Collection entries
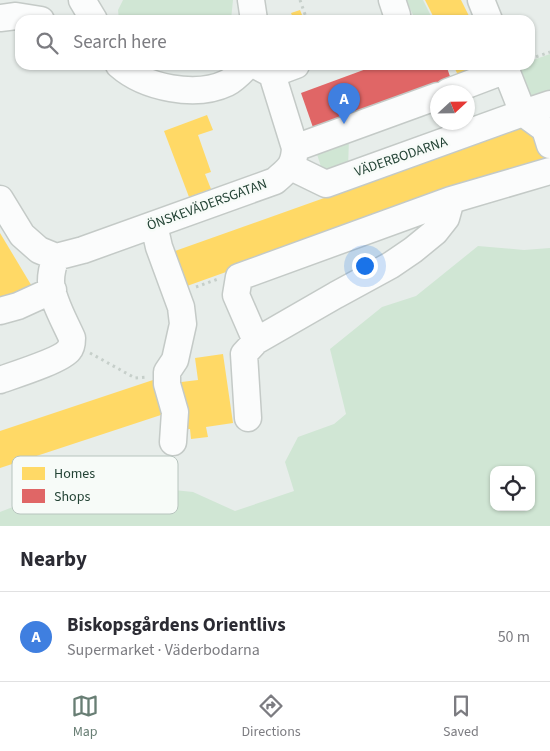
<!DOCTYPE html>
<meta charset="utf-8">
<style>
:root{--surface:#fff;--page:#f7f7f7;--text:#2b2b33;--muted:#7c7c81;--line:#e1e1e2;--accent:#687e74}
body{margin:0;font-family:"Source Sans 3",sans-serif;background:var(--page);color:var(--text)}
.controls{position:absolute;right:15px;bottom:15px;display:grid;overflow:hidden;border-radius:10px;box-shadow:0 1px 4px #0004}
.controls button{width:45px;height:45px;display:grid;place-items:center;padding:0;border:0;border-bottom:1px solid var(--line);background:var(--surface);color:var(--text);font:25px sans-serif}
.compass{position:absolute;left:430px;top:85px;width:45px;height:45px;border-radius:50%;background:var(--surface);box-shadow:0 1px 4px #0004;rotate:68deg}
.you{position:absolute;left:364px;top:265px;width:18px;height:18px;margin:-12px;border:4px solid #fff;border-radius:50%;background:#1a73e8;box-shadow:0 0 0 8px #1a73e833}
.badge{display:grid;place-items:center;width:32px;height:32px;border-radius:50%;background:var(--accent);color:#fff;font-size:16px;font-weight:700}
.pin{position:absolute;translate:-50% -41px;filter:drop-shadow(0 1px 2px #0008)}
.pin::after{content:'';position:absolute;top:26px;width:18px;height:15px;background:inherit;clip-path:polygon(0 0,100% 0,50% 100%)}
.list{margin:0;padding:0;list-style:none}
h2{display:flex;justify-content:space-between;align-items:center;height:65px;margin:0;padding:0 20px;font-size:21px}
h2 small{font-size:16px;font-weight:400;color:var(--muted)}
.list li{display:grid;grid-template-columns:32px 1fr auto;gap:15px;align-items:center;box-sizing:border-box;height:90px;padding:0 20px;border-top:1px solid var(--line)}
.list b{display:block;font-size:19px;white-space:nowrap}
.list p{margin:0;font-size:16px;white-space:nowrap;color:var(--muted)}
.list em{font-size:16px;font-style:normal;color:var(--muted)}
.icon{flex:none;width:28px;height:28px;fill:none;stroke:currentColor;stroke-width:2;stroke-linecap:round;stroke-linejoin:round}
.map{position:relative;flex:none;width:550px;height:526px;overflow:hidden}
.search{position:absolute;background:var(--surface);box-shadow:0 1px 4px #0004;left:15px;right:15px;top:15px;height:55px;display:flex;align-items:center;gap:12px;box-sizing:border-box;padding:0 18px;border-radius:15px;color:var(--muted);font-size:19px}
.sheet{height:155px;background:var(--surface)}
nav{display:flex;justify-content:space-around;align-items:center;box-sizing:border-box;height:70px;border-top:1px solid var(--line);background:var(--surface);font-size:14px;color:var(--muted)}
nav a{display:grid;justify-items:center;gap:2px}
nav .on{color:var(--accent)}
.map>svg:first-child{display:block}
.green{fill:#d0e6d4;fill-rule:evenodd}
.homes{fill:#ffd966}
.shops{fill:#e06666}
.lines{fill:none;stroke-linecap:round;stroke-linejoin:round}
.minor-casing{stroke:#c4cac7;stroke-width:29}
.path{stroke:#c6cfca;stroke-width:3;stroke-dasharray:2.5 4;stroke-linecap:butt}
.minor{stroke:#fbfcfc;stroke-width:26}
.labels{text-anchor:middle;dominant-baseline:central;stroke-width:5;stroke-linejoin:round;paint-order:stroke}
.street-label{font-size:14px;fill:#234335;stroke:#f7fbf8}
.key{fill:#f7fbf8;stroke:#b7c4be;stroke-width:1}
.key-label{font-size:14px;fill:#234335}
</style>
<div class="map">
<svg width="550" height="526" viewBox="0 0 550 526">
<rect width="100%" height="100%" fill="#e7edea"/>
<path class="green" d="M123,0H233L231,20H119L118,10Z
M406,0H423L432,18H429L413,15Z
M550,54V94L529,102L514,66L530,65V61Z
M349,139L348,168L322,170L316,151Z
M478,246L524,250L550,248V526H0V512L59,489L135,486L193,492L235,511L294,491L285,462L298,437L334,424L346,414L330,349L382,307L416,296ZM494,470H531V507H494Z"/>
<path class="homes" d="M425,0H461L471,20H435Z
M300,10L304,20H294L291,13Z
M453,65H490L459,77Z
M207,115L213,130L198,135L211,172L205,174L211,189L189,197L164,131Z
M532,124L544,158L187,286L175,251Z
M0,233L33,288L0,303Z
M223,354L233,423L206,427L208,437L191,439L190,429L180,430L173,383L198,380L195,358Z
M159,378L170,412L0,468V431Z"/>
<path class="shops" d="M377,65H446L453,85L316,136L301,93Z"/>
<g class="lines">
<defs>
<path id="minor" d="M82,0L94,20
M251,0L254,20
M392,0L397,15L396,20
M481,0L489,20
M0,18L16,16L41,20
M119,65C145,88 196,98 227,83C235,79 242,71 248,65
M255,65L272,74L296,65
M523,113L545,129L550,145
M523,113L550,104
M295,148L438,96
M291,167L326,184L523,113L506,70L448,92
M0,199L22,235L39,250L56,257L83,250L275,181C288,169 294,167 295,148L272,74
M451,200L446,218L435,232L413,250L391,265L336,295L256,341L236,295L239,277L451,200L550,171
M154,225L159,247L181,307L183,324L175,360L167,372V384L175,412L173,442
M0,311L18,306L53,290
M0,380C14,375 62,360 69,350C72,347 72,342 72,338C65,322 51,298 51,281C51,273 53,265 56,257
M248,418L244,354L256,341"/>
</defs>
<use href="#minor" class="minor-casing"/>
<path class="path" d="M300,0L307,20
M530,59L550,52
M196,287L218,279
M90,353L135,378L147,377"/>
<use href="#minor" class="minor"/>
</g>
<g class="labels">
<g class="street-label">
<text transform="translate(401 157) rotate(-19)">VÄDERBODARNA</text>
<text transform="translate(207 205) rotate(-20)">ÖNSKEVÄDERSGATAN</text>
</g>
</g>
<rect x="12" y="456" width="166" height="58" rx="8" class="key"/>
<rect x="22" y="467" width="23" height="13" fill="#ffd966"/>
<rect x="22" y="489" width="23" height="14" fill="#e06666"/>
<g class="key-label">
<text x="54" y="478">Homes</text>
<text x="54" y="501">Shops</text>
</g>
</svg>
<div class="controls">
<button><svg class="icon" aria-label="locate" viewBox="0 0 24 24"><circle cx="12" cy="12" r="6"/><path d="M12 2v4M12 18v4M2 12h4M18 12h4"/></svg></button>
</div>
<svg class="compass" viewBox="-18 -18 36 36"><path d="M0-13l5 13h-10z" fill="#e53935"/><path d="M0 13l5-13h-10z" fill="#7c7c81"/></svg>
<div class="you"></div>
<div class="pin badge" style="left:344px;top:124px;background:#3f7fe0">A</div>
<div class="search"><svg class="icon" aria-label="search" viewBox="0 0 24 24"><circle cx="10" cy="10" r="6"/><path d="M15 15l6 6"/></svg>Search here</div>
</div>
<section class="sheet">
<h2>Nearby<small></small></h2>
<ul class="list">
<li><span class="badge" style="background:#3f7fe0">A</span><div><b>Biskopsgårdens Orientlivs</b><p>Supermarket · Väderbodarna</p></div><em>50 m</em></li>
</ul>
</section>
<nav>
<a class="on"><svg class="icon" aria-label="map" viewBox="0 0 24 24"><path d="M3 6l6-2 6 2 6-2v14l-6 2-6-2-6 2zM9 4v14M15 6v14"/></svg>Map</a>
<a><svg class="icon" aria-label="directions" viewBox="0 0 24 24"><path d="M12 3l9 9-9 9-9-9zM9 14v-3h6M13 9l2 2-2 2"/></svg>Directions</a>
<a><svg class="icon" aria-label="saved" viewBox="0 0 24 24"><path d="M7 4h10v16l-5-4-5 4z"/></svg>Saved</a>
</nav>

Exercise instructions: Which lines above hold the string "stroke"? Show each of them.

Task result:
.icon{flex:none;width:28px;height:28px;fill:none;stroke:currentColor;stroke-width:2;stroke-linecap:round;stroke-linejoin:round}
.lines{fill:none;stroke-linecap:round;stroke-linejoin:round}
.minor-casing{stroke:#c4cac7;stroke-width:29}
.path{stroke:#c6cfca;stroke-width:3;stroke-dasharray:2.5 4;stroke-linecap:butt}
.minor{stroke:#fbfcfc;stroke-width:26}
.labels{text-anchor:middle;dominant-baseline:central;stroke-width:5;stroke-linejoin:round;paint-order:stroke}
.street-label{font-size:14px;fill:#234335;stroke:#f7fbf8}
.key{fill:#f7fbf8;stroke:#b7c4be;stroke-width:1}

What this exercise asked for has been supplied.